TASK DIRECTIONS: Leaving out the pictures, return each line of the entries from the first through the line with "function write(font, color, halo, rows, align", and only those lines.

LISTED RECORDS:
● ● ● ● ●

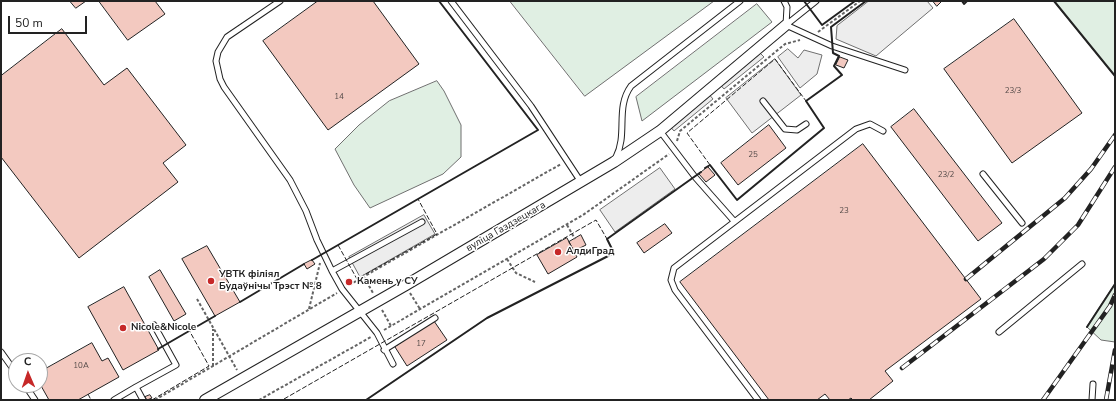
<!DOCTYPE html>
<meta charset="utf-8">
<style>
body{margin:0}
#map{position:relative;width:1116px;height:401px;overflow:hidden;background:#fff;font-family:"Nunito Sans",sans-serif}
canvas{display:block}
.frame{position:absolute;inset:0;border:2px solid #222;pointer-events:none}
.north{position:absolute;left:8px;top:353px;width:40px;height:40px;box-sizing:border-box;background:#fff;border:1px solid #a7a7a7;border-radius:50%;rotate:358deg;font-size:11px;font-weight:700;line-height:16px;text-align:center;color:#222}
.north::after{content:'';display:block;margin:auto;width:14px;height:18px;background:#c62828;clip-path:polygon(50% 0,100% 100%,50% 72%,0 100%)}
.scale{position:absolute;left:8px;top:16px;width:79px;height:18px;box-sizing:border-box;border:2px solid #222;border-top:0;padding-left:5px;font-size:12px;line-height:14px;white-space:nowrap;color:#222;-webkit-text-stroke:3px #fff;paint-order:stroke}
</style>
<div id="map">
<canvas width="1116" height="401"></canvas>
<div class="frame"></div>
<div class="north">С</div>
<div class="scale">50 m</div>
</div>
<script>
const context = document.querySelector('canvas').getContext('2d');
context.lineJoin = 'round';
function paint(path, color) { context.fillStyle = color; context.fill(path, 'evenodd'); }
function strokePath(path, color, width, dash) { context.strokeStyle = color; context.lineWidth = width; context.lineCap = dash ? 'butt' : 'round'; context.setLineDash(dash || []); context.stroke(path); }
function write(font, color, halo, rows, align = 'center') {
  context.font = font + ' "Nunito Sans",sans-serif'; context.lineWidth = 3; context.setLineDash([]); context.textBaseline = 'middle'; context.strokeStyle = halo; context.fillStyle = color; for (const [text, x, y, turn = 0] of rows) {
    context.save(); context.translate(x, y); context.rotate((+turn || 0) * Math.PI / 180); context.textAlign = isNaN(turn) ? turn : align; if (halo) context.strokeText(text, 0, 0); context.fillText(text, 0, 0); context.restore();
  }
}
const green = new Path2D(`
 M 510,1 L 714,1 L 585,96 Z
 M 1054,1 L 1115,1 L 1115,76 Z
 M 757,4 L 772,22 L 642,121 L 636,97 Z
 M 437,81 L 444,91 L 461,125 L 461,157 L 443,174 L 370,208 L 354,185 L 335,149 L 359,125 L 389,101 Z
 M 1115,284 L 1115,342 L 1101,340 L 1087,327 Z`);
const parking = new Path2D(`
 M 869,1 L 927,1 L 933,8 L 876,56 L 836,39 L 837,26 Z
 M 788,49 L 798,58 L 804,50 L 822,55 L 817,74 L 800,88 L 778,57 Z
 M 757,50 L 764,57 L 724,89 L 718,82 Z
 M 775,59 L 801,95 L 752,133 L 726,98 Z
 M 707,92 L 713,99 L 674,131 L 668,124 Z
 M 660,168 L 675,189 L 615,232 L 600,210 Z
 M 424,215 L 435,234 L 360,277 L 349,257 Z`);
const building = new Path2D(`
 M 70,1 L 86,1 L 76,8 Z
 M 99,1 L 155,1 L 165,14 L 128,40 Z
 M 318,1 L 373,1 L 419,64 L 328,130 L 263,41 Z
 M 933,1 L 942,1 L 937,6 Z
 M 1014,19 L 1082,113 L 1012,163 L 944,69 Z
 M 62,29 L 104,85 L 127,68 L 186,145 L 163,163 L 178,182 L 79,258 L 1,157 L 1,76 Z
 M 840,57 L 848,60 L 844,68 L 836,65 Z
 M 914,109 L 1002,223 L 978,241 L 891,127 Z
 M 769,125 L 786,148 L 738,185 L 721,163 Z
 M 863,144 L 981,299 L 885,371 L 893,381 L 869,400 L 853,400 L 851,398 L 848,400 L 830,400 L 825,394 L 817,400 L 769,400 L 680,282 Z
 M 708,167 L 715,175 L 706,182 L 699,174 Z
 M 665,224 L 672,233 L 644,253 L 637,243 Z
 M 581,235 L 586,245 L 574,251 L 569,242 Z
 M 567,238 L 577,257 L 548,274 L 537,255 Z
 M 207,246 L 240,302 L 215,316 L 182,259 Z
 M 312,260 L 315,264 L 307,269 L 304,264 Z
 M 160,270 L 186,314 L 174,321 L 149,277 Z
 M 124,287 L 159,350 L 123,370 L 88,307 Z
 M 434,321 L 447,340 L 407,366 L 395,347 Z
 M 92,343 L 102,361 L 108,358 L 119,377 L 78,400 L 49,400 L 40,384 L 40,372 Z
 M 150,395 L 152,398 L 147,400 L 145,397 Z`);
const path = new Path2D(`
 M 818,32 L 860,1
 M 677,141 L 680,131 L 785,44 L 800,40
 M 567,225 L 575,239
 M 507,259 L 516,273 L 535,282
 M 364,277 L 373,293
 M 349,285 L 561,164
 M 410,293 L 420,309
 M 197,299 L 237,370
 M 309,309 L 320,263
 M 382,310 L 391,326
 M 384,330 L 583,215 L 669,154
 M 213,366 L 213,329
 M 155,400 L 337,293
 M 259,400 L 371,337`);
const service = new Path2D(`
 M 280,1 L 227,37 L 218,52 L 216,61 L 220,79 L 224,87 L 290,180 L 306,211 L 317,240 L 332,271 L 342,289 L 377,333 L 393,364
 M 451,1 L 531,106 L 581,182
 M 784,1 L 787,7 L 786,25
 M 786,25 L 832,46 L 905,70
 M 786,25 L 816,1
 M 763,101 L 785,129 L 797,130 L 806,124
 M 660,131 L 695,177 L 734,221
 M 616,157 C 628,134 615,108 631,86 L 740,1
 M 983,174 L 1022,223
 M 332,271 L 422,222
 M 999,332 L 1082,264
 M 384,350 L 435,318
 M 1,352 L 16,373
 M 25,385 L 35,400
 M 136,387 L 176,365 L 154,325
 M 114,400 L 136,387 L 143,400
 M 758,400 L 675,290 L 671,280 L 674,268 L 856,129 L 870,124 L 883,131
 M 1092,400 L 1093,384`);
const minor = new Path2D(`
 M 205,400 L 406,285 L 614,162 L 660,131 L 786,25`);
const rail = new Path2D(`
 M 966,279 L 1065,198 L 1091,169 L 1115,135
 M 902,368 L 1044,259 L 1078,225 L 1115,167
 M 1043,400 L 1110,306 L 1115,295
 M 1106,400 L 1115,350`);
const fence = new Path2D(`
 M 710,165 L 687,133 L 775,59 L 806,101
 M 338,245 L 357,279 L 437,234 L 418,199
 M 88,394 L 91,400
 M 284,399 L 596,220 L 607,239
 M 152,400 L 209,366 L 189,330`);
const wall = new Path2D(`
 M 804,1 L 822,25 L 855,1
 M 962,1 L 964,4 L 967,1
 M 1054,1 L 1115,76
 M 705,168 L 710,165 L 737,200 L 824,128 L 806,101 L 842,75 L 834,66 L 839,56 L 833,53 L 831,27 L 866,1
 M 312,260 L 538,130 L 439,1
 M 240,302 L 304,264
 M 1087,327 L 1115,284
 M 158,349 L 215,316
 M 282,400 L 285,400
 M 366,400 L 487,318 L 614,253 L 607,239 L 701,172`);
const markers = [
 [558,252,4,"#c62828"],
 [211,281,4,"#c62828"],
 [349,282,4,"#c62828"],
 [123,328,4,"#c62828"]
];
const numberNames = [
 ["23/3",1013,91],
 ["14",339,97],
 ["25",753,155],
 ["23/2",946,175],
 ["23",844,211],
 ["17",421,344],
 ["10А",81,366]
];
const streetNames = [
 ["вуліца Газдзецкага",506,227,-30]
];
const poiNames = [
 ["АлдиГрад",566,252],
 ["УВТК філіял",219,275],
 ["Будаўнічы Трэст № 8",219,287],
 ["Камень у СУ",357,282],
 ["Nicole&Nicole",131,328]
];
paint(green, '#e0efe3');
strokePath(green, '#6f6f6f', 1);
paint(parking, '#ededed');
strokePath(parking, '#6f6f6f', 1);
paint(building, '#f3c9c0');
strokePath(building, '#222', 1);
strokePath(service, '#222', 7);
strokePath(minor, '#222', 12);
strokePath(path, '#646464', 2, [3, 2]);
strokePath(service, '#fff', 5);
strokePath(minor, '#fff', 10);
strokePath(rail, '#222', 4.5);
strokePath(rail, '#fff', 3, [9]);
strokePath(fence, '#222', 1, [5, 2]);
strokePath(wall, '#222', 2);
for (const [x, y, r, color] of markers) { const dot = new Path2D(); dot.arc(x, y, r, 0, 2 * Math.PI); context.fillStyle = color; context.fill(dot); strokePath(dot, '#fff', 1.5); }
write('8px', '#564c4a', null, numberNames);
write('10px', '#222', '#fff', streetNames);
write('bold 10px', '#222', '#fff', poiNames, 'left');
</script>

● ● ● ● ●

TASK RESPONSE:
<!DOCTYPE html>
<meta charset="utf-8">
<style>
body{margin:0}
#map{position:relative;width:1116px;height:401px;overflow:hidden;background:#fff;font-family:"Nunito Sans",sans-serif}
canvas{display:block}
.frame{position:absolute;inset:0;border:2px solid #222;pointer-events:none}
.north{position:absolute;left:8px;top:353px;width:40px;height:40px;box-sizing:border-box;background:#fff;border:1px solid #a7a7a7;border-radius:50%;rotate:358deg;font-size:11px;font-weight:700;line-height:16px;text-align:center;color:#222}
.north::after{content:'';display:block;margin:auto;width:14px;height:18px;background:#c62828;clip-path:polygon(50% 0,100% 100%,50% 72%,0 100%)}
.scale{position:absolute;left:8px;top:16px;width:79px;height:18px;box-sizing:border-box;border:2px solid #222;border-top:0;padding-left:5px;font-size:12px;line-height:14px;white-space:nowrap;color:#222;-webkit-text-stroke:3px #fff;paint-order:stroke}
</style>
<div id="map">
<canvas width="1116" height="401"></canvas>
<div class="frame"></div>
<div class="north">С</div>
<div class="scale">50 m</div>
</div>
<script>
const context = document.querySelector('canvas').getContext('2d');
context.lineJoin = 'round';
function paint(path, color) { context.fillStyle = color; context.fill(path, 'evenodd'); }
function strokePath(path, color, width, dash) { context.strokeStyle = color; context.lineWidth = width; context.lineCap = dash ? 'butt' : 'round'; context.setLineDash(dash || []); context.stroke(path); }
function write(font, color, halo, rows, align = 'center') {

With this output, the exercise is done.